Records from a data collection
================

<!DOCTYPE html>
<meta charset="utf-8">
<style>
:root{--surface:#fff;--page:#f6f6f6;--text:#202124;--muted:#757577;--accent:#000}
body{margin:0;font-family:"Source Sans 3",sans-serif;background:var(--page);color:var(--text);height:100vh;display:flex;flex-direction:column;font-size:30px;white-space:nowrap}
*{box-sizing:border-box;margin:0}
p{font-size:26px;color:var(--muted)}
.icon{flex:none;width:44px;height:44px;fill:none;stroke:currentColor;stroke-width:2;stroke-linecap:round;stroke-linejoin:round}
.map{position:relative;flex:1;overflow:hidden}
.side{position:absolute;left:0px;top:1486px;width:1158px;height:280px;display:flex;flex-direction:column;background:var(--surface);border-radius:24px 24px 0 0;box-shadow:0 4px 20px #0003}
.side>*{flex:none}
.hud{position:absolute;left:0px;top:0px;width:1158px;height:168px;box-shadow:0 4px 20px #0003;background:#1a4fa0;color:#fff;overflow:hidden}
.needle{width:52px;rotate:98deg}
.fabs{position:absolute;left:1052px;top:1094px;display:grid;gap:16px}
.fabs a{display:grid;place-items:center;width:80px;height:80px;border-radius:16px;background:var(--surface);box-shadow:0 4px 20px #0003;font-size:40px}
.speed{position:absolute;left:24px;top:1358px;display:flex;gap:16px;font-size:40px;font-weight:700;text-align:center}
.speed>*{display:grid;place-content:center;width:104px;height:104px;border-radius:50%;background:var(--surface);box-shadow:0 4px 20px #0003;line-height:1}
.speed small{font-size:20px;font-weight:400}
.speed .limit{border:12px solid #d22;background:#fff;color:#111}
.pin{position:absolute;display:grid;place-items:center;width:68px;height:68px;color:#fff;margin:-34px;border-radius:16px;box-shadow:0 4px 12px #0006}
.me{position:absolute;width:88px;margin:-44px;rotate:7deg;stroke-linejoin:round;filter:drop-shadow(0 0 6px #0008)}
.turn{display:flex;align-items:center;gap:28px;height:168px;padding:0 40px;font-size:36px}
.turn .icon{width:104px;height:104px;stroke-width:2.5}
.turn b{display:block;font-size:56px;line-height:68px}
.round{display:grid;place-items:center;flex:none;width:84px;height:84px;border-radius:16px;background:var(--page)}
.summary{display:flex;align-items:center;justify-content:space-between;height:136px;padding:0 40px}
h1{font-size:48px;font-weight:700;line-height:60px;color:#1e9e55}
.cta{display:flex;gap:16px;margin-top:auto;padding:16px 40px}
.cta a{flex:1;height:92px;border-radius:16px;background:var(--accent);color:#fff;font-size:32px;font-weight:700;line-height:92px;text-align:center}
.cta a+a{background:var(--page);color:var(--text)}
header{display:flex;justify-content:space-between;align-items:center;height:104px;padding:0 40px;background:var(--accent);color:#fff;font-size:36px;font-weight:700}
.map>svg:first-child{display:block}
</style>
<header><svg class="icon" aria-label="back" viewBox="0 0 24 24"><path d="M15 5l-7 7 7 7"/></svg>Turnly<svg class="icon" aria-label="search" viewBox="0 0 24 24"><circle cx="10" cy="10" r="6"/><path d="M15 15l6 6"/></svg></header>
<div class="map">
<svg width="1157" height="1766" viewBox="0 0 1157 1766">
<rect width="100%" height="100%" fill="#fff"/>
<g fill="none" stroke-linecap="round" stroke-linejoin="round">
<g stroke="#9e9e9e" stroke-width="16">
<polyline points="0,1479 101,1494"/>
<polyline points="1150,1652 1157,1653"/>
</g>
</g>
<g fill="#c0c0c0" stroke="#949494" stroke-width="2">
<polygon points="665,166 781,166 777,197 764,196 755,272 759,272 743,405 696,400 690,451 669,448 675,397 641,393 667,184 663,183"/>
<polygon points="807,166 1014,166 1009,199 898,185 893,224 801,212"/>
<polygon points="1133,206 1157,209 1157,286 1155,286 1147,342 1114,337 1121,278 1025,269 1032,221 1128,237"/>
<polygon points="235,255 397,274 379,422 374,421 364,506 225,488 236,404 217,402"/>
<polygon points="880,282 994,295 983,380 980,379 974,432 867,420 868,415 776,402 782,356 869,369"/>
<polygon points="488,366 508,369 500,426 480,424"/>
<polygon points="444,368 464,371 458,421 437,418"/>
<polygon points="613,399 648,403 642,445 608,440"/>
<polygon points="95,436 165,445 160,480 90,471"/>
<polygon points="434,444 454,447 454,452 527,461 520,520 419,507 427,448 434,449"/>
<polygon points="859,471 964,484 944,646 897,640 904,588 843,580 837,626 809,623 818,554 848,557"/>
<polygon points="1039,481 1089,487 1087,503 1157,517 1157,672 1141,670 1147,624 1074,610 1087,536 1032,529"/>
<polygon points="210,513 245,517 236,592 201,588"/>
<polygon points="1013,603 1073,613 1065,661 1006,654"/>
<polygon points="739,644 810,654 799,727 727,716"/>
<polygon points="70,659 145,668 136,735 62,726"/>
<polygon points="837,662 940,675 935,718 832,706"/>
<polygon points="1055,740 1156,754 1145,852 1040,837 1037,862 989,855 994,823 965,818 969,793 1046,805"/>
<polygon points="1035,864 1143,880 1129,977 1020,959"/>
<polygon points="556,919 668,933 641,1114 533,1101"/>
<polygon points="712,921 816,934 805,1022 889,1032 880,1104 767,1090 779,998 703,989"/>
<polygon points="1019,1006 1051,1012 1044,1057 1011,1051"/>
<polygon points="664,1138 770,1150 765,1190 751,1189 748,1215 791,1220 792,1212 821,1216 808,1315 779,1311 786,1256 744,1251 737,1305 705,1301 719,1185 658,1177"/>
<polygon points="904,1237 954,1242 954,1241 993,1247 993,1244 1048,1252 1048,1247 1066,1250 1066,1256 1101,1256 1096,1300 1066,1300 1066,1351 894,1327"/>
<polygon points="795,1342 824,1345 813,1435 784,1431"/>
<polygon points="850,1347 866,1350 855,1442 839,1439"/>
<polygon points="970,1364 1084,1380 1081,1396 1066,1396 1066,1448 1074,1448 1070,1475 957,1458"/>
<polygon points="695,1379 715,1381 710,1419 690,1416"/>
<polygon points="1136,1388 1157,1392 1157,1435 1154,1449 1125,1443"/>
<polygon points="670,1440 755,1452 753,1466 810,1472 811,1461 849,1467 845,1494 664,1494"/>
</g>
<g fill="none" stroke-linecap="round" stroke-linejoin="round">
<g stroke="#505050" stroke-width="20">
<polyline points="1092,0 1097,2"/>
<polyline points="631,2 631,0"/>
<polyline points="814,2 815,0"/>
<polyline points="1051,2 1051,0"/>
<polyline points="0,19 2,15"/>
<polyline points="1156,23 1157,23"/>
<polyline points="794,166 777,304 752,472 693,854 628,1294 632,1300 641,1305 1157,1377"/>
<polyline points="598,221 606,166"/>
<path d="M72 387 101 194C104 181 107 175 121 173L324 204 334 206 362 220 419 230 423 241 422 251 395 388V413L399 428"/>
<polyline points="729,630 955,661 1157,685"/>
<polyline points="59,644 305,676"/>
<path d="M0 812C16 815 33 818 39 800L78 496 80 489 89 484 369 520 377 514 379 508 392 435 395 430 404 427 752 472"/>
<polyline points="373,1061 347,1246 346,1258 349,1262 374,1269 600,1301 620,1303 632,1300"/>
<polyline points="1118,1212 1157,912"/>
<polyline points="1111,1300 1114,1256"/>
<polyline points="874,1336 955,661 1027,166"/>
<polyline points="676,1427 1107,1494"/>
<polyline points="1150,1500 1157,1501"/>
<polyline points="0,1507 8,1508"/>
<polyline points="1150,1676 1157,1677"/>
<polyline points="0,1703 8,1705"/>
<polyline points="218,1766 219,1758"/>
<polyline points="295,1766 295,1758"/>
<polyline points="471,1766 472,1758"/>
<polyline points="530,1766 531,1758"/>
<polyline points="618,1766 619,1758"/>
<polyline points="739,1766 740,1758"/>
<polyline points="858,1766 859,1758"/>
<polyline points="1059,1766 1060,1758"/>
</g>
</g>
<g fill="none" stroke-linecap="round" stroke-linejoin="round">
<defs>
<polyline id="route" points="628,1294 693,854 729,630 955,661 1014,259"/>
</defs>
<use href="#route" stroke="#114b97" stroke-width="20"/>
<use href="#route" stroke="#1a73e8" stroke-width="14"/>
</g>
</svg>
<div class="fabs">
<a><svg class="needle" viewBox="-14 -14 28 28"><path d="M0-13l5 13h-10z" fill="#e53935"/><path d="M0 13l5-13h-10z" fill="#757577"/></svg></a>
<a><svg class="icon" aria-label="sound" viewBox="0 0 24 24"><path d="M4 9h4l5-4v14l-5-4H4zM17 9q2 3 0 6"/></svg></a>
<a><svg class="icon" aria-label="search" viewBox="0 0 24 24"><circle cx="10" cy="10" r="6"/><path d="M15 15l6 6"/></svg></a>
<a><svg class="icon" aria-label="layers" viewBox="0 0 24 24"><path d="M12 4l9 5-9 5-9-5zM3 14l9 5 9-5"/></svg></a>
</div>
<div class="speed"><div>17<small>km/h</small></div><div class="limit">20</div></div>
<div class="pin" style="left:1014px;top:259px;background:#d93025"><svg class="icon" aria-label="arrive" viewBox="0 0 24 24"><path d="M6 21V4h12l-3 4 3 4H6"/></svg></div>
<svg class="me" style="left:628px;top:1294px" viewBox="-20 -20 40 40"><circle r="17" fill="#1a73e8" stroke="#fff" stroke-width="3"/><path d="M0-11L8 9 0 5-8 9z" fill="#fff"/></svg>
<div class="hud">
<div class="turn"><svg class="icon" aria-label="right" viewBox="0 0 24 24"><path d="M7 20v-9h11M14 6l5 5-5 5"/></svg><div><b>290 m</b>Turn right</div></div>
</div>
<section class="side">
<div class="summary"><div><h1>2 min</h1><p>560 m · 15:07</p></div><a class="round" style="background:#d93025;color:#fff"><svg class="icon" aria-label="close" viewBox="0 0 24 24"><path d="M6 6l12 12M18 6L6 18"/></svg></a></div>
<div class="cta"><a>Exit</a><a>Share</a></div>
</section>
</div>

================

--- ACTION ITEM ---
Only the lines containing the string "fabs" are needed; pull them out of the records.

--- RESULT OF THE EXERCISE ---
.fabs{position:absolute;left:1052px;top:1094px;display:grid;gap:16px}
.fabs a{display:grid;place-items:center;width:80px;height:80px;border-radius:16px;background:var(--surface);box-shadow:0 4px 20px #0003;font-size:40px}
<div class="fabs">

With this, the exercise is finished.